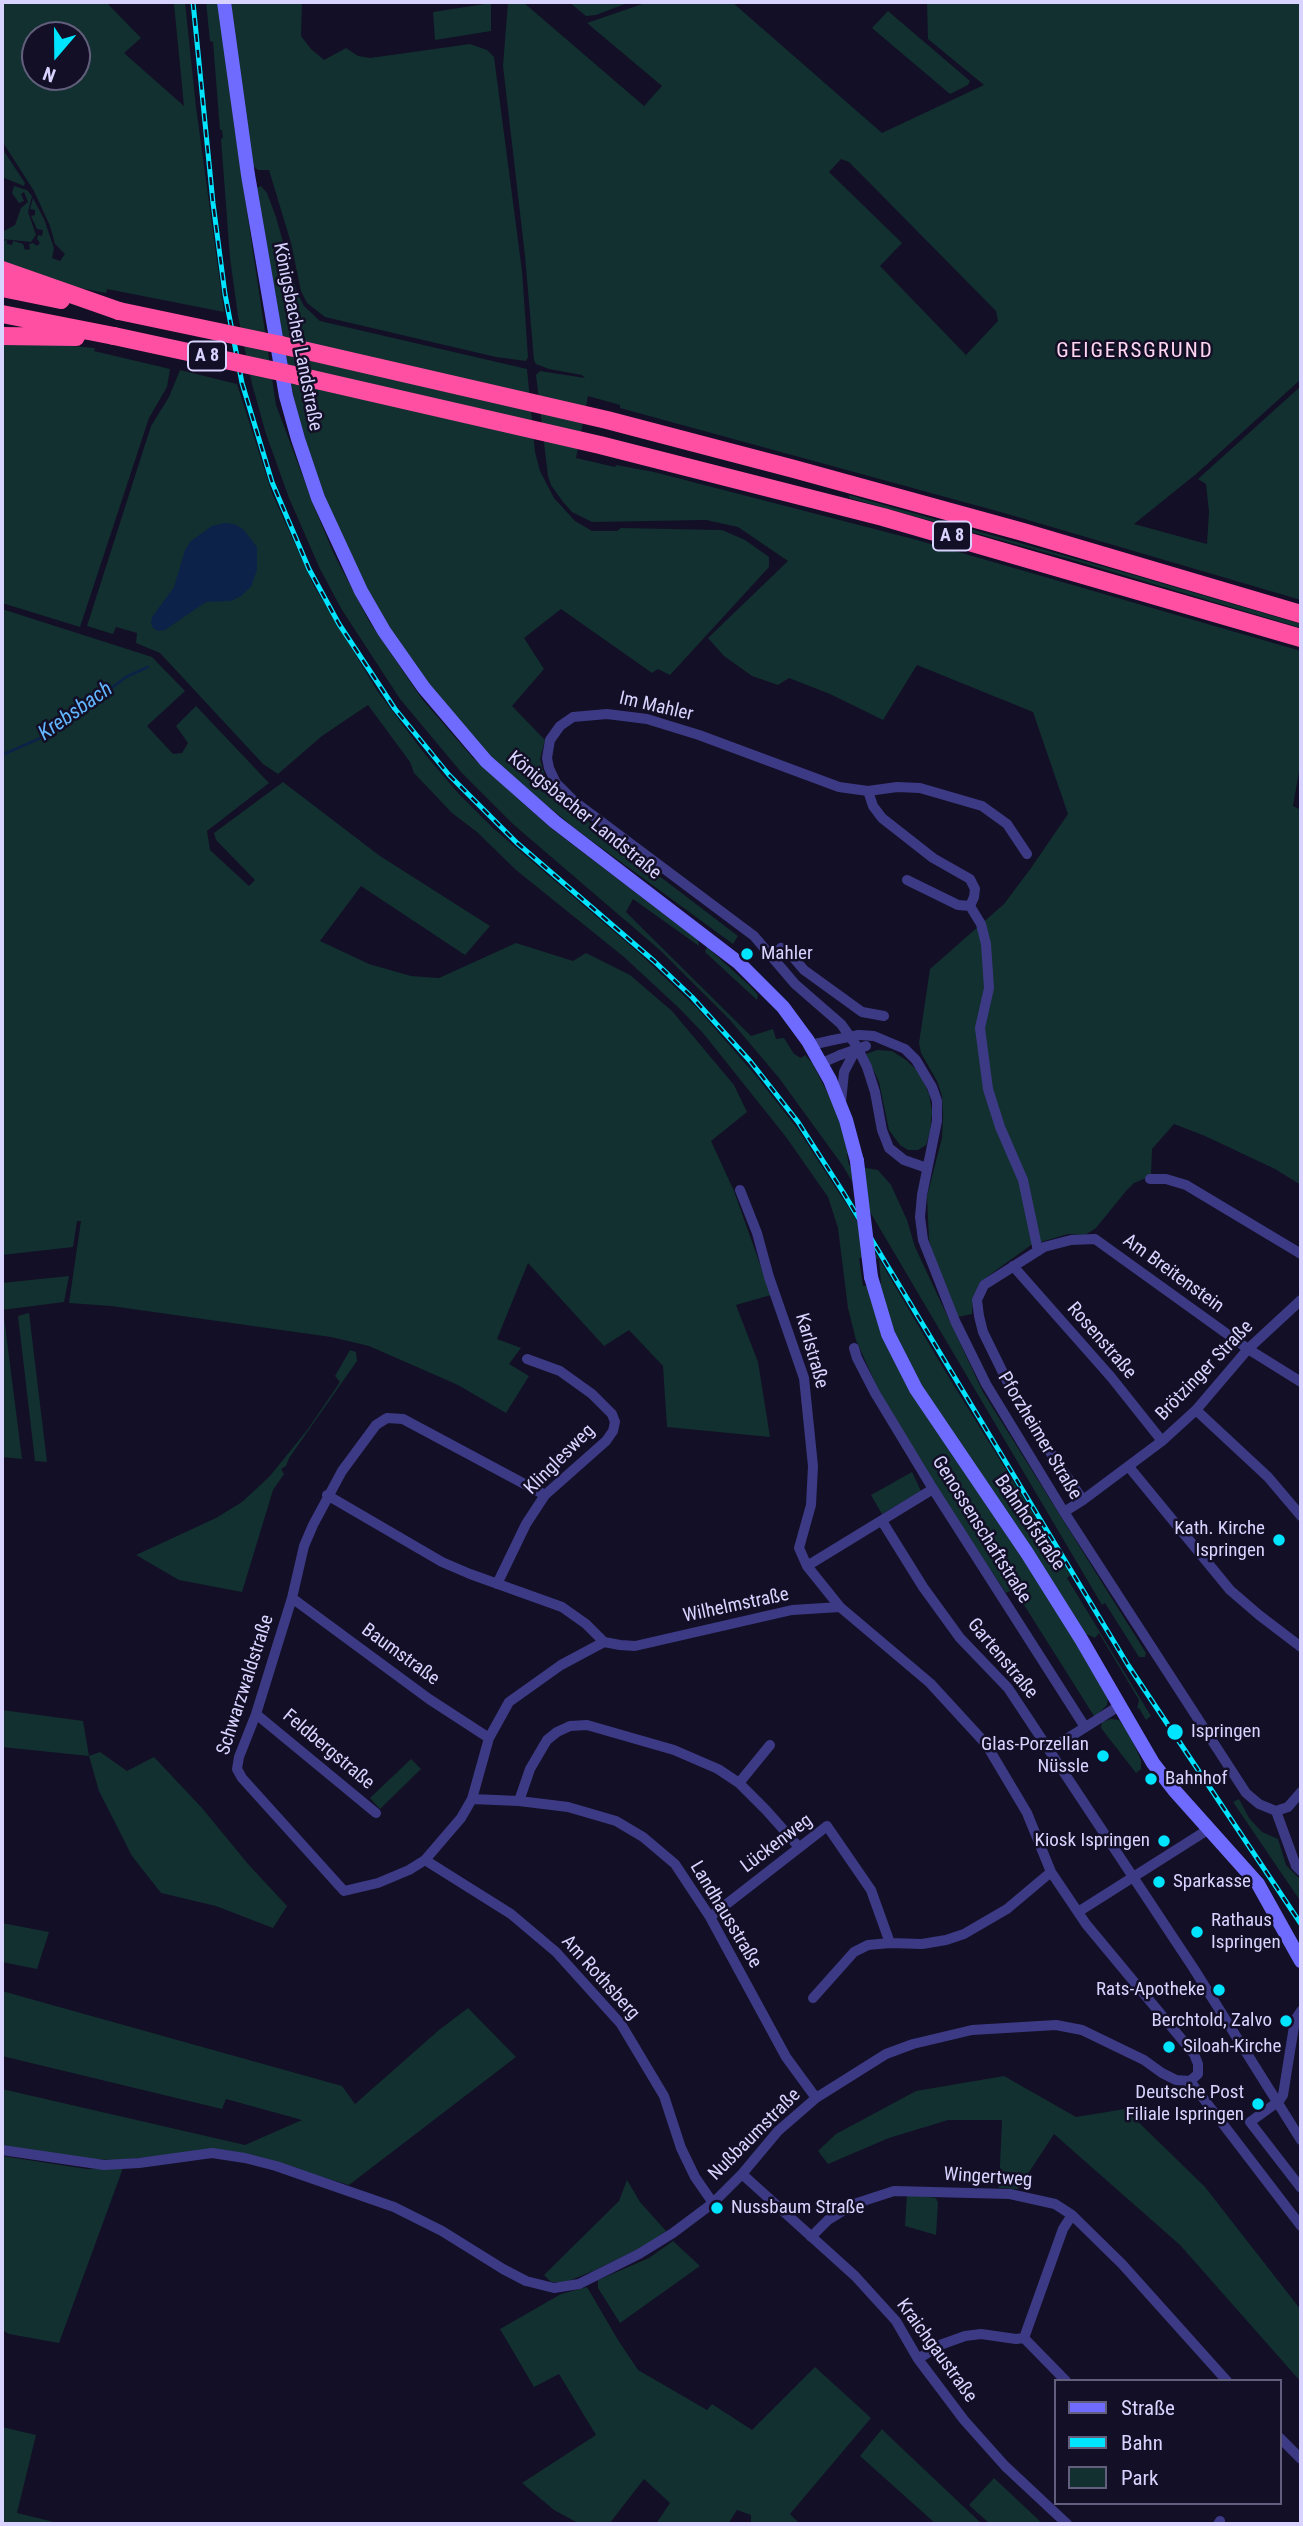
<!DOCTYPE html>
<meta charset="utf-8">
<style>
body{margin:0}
#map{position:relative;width:1303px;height:2526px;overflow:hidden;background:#130f26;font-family:"Roboto Condensed",sans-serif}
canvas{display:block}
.frame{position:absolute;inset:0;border:4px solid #d9d4ff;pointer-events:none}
.legend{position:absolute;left:1054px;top:2379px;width:228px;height:126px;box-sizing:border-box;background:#130f26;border:2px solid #625e7d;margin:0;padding:9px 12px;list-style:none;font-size:21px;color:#d9d4ff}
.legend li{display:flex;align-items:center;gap:14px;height:35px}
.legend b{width:35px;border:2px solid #625e7d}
.north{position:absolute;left:21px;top:21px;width:70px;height:70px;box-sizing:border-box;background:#130f26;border:2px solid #625e7d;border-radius:50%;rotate:200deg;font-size:19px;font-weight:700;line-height:28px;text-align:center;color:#d9d4ff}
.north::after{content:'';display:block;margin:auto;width:24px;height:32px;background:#00e5ff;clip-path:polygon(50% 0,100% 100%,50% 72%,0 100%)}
</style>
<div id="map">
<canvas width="1303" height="2526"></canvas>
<div class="frame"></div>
<ul class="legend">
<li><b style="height:9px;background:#6f6bff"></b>Straße</li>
<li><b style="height:9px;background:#00e5ff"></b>Bahn</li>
<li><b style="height:19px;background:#12302f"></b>Park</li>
</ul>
<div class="north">N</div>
</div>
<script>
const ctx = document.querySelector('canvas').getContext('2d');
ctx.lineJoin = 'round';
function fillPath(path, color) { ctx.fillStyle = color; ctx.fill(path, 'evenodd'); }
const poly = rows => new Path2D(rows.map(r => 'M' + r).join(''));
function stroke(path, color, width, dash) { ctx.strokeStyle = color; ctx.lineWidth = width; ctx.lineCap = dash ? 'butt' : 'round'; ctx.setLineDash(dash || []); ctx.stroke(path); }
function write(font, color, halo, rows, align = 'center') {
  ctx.font = font + ' "Roboto Condensed",sans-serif'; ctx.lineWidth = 5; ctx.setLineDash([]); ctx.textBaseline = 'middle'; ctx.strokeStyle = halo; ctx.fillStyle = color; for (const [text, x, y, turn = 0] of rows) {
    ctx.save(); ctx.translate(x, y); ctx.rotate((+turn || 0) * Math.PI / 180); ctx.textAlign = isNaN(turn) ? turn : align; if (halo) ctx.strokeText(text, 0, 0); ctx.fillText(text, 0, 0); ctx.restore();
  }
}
fillPath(poly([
 [2,2,106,2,141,38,124,53,184,106,174,4,171,2,185,2,196,107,224,312,107,289,106,293,70,286,2,266,2,241,7,240,7,244,12,245,13,241,17,242,23,244,25,250,30,249,29,244,33,243,37,246,40,243,37,239,38,235,42,236,43,230,37,229,31,216,35,215,35,210,30,209,33,198,44,219,54,248,52,258,60,261,65,254,55,244,50,226,34,191,2,141],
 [35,35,77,35,77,77,35,77],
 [206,2,218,2,234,125,276,405,315,509,334,554,369,621,422,699,474,759,552,829,698,940,699,946,633,899,626,912,643,929,751,1036,773,1029,776,1039,784,1038,794,1054,801,1058,805,1055,812,1063,836,1109,849,1154,847,1154,849,1165,878,1170,891,1185,907,1220,915,1247,983,1392,1146,1653,1145,1657,1139,1657,1105,1603,1102,1605,843,1166,779,1078,730,1020,661,951,514,825,461,772,400,699,342,610,320,569,289,498,266,434,252,384,238,316,230,258,221,139,223,138,222,130,220,130,213,42,210,41],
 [230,2,302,2,301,36,311,49,324,60,346,48,358,56,370,58,470,44,487,50,494,57,522,271,528,357,526,361,496,357,325,317,307,303,301,291,291,243,269,170,258,170,253,166],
 [508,2,523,2,644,106,662,86,587,23,648,2,732,2,882,133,984,85,928,39,927,2,1301,2,1301,385,1299,381,1195,475,1134,524,1207,544,1209,512,1206,484,1198,479,1301,386,1301,600,1004,513,620,408,620,405,588,396,576,458,615,467,616,465,654,472,917,540,1301,651,1301,760,1293,806,1301,810,1301,1185,1275,1169,1205,1136,1174,1124,1152,1149,1151,1176,1134,1183,1126,1191,1096,1228,1085,1235,1068,1234,1031,1245,980,1282,973,1300,972,1314,958,1317,935,1263,929,1240,927,1196,942,1138,943,1117,942,1096,937,1081,921,1053,919,1043,930,969,1004,904,1031,868,1068,814,1033,712,917,665,883,720,830,694,789,678,778,685,752,676,724,656,708,638,788,561,738,527,706,520,592,522,572,512,563,502,551,485,548,476,536,375,540,371,585,378,582,375,549,369,536,364,534,360,525,256,503,66],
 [841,159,849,162,996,311,998,321,966,355,880,266,902,243,829,172],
 [569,2,630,2,596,15,586,16],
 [491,3,491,31,435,40,433,12],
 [888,11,970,81,968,85,950,94,872,28],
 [2,148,25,183,24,186,2,177],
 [14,186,27,190,32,196,28,212,36,235,31,242,2,239,2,232,15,225,21,208,28,202,24,192,21,194,24,201,19,203,12,193],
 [261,186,267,193,276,217,297,292,304,306,320,321,527,369,535,452,540,471,554,498,575,521,592,531,617,531,621,528,722,530,745,540,769,557,769,567,670,675,658,669,652,673,561,609,524,638,544,669,512,706,545,740,540,759,548,786,591,824,738,936,733,944,577,830,488,757,418,673,373,600,331,517,305,442,294,399,256,188],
 [2,340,95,348,94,351,170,369,167,387,149,418,80,627,2,603],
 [180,370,237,384,272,493,314,586,378,692,424,753,458,793,493,828,639,953,698,1009,757,1077,797,1128,852,1213,945,1371,1071,1575,1067,1578,1151,1716,1146,1720,1139,1708,1137,1709,1139,1700,1099,1633,1095,1638,1084,1633,930,1401,895,1336,879,1284,881,1283,879,1259,859,1258,863,1286,867,1286,874,1311,995,1515,1077,1643,1108,1698,1107,1705,1097,1715,1094,1716,1014,1589,1006,1593,941,1495,882,1398,856,1340,848,1308,838,1228,828,1197,786,1137,703,1033,680,1009,624,957,516,870,477,832,452,813,414,773,410,762,368,705,322,736,278,774,263,764,160,653,136,643,137,633,116,627,113,634,87,626,151,426,169,397],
 [849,495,1137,576,1301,624,1301,628,1076,561,849,498],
 [2,609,152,657,185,691,147,726,173,754,182,753,188,743,176,726,196,706,269,783,207,831,210,850,249,886,255,880,216,840,214,833,283,782,380,856,490,926,465,955,361,886,320,941,369,964,411,976,439,978,516,943,573,961,586,953,630,975,672,1011,734,1085,747,1112,711,1141,734,1191,771,1295,736,1305,758,1362,770,1437,667,1427,663,1366,629,1330,604,1346,528,1263,497,1339,521,1348,509,1364,529,1376,506,1413,458,1385,369,1346,331,1337,111,1306,69,1303,81,1221,77,1221,73,1247,2,1255],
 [707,947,750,986,758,995,757,1000,705,952],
 [877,1050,892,1051,906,1060,920,1073,929,1094,932,1112,930,1132,926,1145,918,1150,908,1150,900,1145,889,1130,879,1082,866,1054],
 [69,1276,64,1302,2,1310,2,1283],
 [29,1313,47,1462,35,1461,18,1316],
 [2,1317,4,1317,22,1459,2,1457],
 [350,1350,356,1352,357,1361,289,1458,286,1466,281,1469,284,1474,273,1490,242,1592,179,1580,136,1555,216,1518,242,1502,270,1476,308,1429,340,1382,335,1376],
 [912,1472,921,1491,882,1514,871,1495],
 [2,1710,83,1721,89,1756,100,1752,127,1771,154,1757,202,1808,248,1864,287,1906,273,1928,216,1906,161,1893,132,1856,99,1791,89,1756,2,1747],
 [1111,1719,1119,1720,1129,1733,1141,1760,1141,1769,1136,1773,1101,1728,1102,1722],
 [411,1759,421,1769,380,1809,370,1798],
 [1239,1799,1249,1818,1262,1832,1278,1839,1286,1865,1301,1880,1301,1902,1233,1802],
 [2,1923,49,1932,37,1969,2,1962],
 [2,1991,342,2086,355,2104,439,2030,468,2008,516,2057,349,2185,238,2152,213,2150,118,2160,84,2159,2,2146,2,2089,245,2145,302,2120,226,2099,222,2109,2,2056],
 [1004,2076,1076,2117,1125,2109,1205,2187,1301,2310,1301,2382,1180,2245,1054,2134,1018,2189,999,2188,1002,2120,948,2120,889,2138,828,2164,818,2151,836,2134,916,2091],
 [2,2156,87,2169,123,2168,59,2343,9,2334,2,2330],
 [627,2180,640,2202,666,2231,647,2245,593,2271,566,2282,551,2282,544,2275,619,2201],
 [907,2194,936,2198,938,2203,936,2235,905,2226],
 [673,2241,700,2266,620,2323,598,2288,598,2280,649,2258],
 [587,2287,618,2340,638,2370,707,2410,712,2404,752,2430,815,2367,871,2418,790,2514,800,2524,751,2524,751,2515,737,2510,728,2524,656,2524,670,2503,644,2479,609,2524,580,2524,554,2510,522,2483,596,2435,559,2374,534,2387,500,2329,561,2294],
 [2,2427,36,2435,17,2513,54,2522,53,2524,2,2524],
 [882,2429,891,2438,982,2524,936,2524,860,2456],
 [994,2478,1043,2524,990,2524,969,2505]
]), '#12302f');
fillPath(poly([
 [224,523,234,524,243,529,257,547,257,570,251,587,241,596,231,601,206,602,165,630,158,631,153,628,151,623,152,617,174,587,185,550,191,541,212,526]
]), '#0c2248');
stroke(poly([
 [2,755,52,733,126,677,148,667]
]), '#0c2248', 2.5);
stroke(poly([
 [868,791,873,806,882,818,933,858,970,879,975,889,974,897,970,906,958,905,907,880],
 [970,906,981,924,986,944,989,988,980,1028,988,1089,1000,1127,1023,1180,1038,1251],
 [772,956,781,948,792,956,804,970,862,1012,884,1016],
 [859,1035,874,1036,905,1049,916,1060,932,1087,937,1101,937,1121,922,1195,920,1217,923,1240,955,1321,986,1384,1064,1512,1246,1793,1259,1804,1276,1811,1288,1807,1301,1792],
 [811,1045,833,1040],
 [822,1063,840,1055],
 [841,1102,844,1072,856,1049],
 [927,1168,904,1160,889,1148,882,1130,875,1092,867,1067,856,1045,841,1024,795,984,754,936,575,802,556,783,549,768,547,758,550,740,560,726,573,717,607,714,647,719,699,735,839,787,868,791,897,787,920,788,982,806,1007,824,1027,854],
 [1150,1179,1166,1179,1186,1185,1301,1254],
 [740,1190,757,1233,769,1277,804,1378,813,1466,811,1505,799,1548,807,1566,840,1607],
 [1013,1266,1111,1377,1162,1441],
 [854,1348,857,1358,875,1393,933,1489,1085,1727],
 [1196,1410,1268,1477,1301,1516],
 [1129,1467,1230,1590,1259,1615,1301,1647],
 [327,1495,442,1562,470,1574,562,1607,586,1624,604,1642,620,1645,635,1646,792,1610,840,1607,930,1683,986,1744,1027,1813,1051,1872,1086,1924,1194,2054,1198,2064,1198,2074,1190,2081],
 [545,1495,403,1419,387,1418,376,1425,342,1471,313,1525,304,1546,292,1598,256,1714,239,1757,237,1769,242,1778,344,1891,378,1883,409,1870,425,1860,461,1818,472,1799,489,1738,509,1702,561,1665,604,1642],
 [1083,1500,1033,1427,1010,1387,983,1332,979,1316,977,1300,984,1285,1044,1247,1071,1240,1095,1239,1248,1349,1301,1382],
 [1064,1512,1083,1500,1162,1441,1196,1410,1248,1349,1301,1300],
 [882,1521,923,1587,960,1638,1008,1688,1194,1969,1301,2140],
 [807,1566,933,1489],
 [497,1584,526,1524,545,1495,606,1441,613,1431,615,1422,612,1414,592,1394,560,1371,527,1359],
 [292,1598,429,1699,489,1738],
 [256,1714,376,1813],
 [1049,1750,1119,1706],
 [739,1783,770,1745],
 [472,1799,519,1801,568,1807,616,1821,643,1837,675,1864,710,1917,786,2057,816,2098],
 [519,1801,530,1769,547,1740,557,1732,570,1726,587,1725,674,1750,718,1769,739,1783,766,1810,798,1846],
 [1276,1811,1296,1866,1301,1871],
 [425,1860,511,1914,556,1952,621,2024,664,2096,681,2148,695,2177,713,2203],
 [1078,1912,1209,1829],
 [710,1917,827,1826,871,1890,890,1943],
 [813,1998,854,1952,868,1945,890,1943,922,1944,946,1940,964,1934,1007,1909,1051,1872],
 [1301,2011,1295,2020,1283,2095,1279,2101,1250,2122,1301,2188],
 [2,2150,104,2165,139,2163,212,2153,245,2158,276,2166,394,2207,442,2231,503,2269,526,2281,554,2288,579,2284,639,2254,673,2233,713,2203,742,2174,778,2131,816,2098,886,2054,913,2044,972,2030,1056,2025,1082,2030,1144,2060,1162,2073,1176,2080,1190,2081,1301,2226],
 [742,2174,855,2276,896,2321,918,2359,964,2420,1005,2466,1067,2524],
 [811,2237,828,2220,854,2204,894,2191,1010,2194,1055,2204,1072,2215,1122,2264,1227,2381],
 [1024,2338,1063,2229,1072,2215],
 [918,2359,940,2345,965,2336,981,2334,1016,2339,1024,2338,1066,2381],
 [1280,2438,1301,2459],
 [1218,2524,1220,2521]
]), '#3d3a85', 10);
stroke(poly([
 [224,2,248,175,286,396,298,439,318,498,361,591,384,631,424,688,486,761,555,822,739,963,783,1007,808,1041,830,1080,846,1120,857,1161],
 [871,1277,888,1334,916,1389,1027,1553,1081,1639,1153,1763,1174,1790,1258,1884,1301,1961]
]), '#6f6bff', 14);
stroke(poly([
 [2,270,119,311],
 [2,288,61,300],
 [2,314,114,336],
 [2,336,76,337],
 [281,345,607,420,794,469,1023,532,1301,614],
 [299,376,600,445,883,517,1301,638]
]), '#ff4fa3', 18);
const rail = poly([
 [193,2,213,203,225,294,242,383,272,482,309,569,339,624,395,709,449,775,517,843,654,961,692,997,750,1061,798,1122,843,1192,1128,1665,1301,1924]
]);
stroke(rail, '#00e5ff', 5);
stroke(rail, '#130f26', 2.5, [8]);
stroke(poly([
 [833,1040,859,1035],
 [840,1055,866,1046]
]), '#3d3a85', 10);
stroke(poly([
 [857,1161,871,1277]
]), '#6f6bff', 14);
stroke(poly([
 [119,311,281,345],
 [114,336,299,376]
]), '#ff4fa3', 18);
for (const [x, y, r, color] of [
 [747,954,7,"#00e5ff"],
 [1279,1540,7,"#00e5ff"],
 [1175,1732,9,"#00e5ff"],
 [1103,1756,7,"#00e5ff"],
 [1151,1779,7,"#00e5ff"],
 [1164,1841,7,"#00e5ff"],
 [1159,1882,7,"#00e5ff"],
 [1197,1932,7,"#00e5ff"],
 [1219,1990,7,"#00e5ff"],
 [1286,2021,7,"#00e5ff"],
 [1169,2047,7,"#00e5ff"],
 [1258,2104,7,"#00e5ff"],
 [717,2208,7,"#00e5ff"]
]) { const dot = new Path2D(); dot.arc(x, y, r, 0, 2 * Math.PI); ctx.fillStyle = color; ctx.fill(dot); stroke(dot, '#130f26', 2.5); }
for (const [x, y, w] of [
 [207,356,38],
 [952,536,38]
]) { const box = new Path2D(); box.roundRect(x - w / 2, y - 14.5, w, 29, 5); ctx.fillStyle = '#130f26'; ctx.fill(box); stroke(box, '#d9d4ff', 2); }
write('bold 18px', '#d9d4ff', null, [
 ["A 8",207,356],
 ["A 8",952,536]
]);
write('19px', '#d9d4ff', '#130f26', [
 ["Königsbacher Landstraße",297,337,79],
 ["Im Mahler",656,707,13],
 ["Königsbacher Landstraße",584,816,39],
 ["Am Breitenstein",1173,1274,36],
 ["Rosenstraße",1101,1341,49],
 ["Karlstraße",811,1351,74],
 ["Brötzinger Straße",1205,1371,-46],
 ["Pforzheimer Straße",1039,1436,59],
 ["Klinglesweg",560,1460,-45],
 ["Bahnhofstraße",1029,1523,56],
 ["Genossenschaftstraße",981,1530,58],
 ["Wilhelmstraße",736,1606,-12],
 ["Baumstraße",400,1655,36],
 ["Gartenstraße",1002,1659,50],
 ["Schwarzwaldstraße",246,1685,-72],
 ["Feldbergstraße",328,1750,40],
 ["Lückenweg",777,1844,-37],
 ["Landhausstraße",725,1915,59],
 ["Am Rothsberg",600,1978,48],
 ["Nußbaumstraße",755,2135,-45],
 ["Wingertweg",988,2178,4],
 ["Kraichgaustraße",936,2351,54]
]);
write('19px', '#d9d4ff', '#130f26', [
 ["Mahler",761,954],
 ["Kath. Kirche",1265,1529,"right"],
 ["Ispringen",1265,1551,"right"],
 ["Ispringen",1191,1732],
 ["Glas-Porzellan",1089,1745,"right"],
 ["Nüssle",1089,1767,"right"],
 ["Bahnhof",1165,1779],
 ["Kiosk Ispringen",1150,1841,"right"],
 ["Sparkasse",1173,1882],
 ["Rathaus",1211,1921],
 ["Ispringen",1211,1943],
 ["Rats-Apotheke",1205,1990,"right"],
 ["Berchtold, Zalvo",1272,2021,"right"],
 ["Siloah-Kirche",1183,2047],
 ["Deutsche Post",1244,2093,"right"],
 ["Filiale Ispringen",1244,2115,"right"],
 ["Nussbaum Straße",731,2208]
], 'left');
ctx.letterSpacing = '2px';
write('21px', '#ffd6f0', '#130f26', [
 ["GEIGERSGRUND",1135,352]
]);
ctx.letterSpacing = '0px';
write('italic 21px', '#62b6ff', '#130f26', [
 ["Krebsbach",76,712,-35]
]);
</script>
+++
Description of the task | If a line in the entries above contains the word "function", copy it.

Output for this task |
function fillPath(path, color) { ctx.fillStyle = color; ctx.fill(path, 'evenodd'); }
function stroke(path, color, width, dash) { ctx.strokeStyle = color; ctx.lineWidth = width; ctx.lineCap = dash ? 'butt' : 'round'; ctx.setLineDash(dash || []); ctx.stroke(path); }
function write(font, color, halo, rows, align = 'center') {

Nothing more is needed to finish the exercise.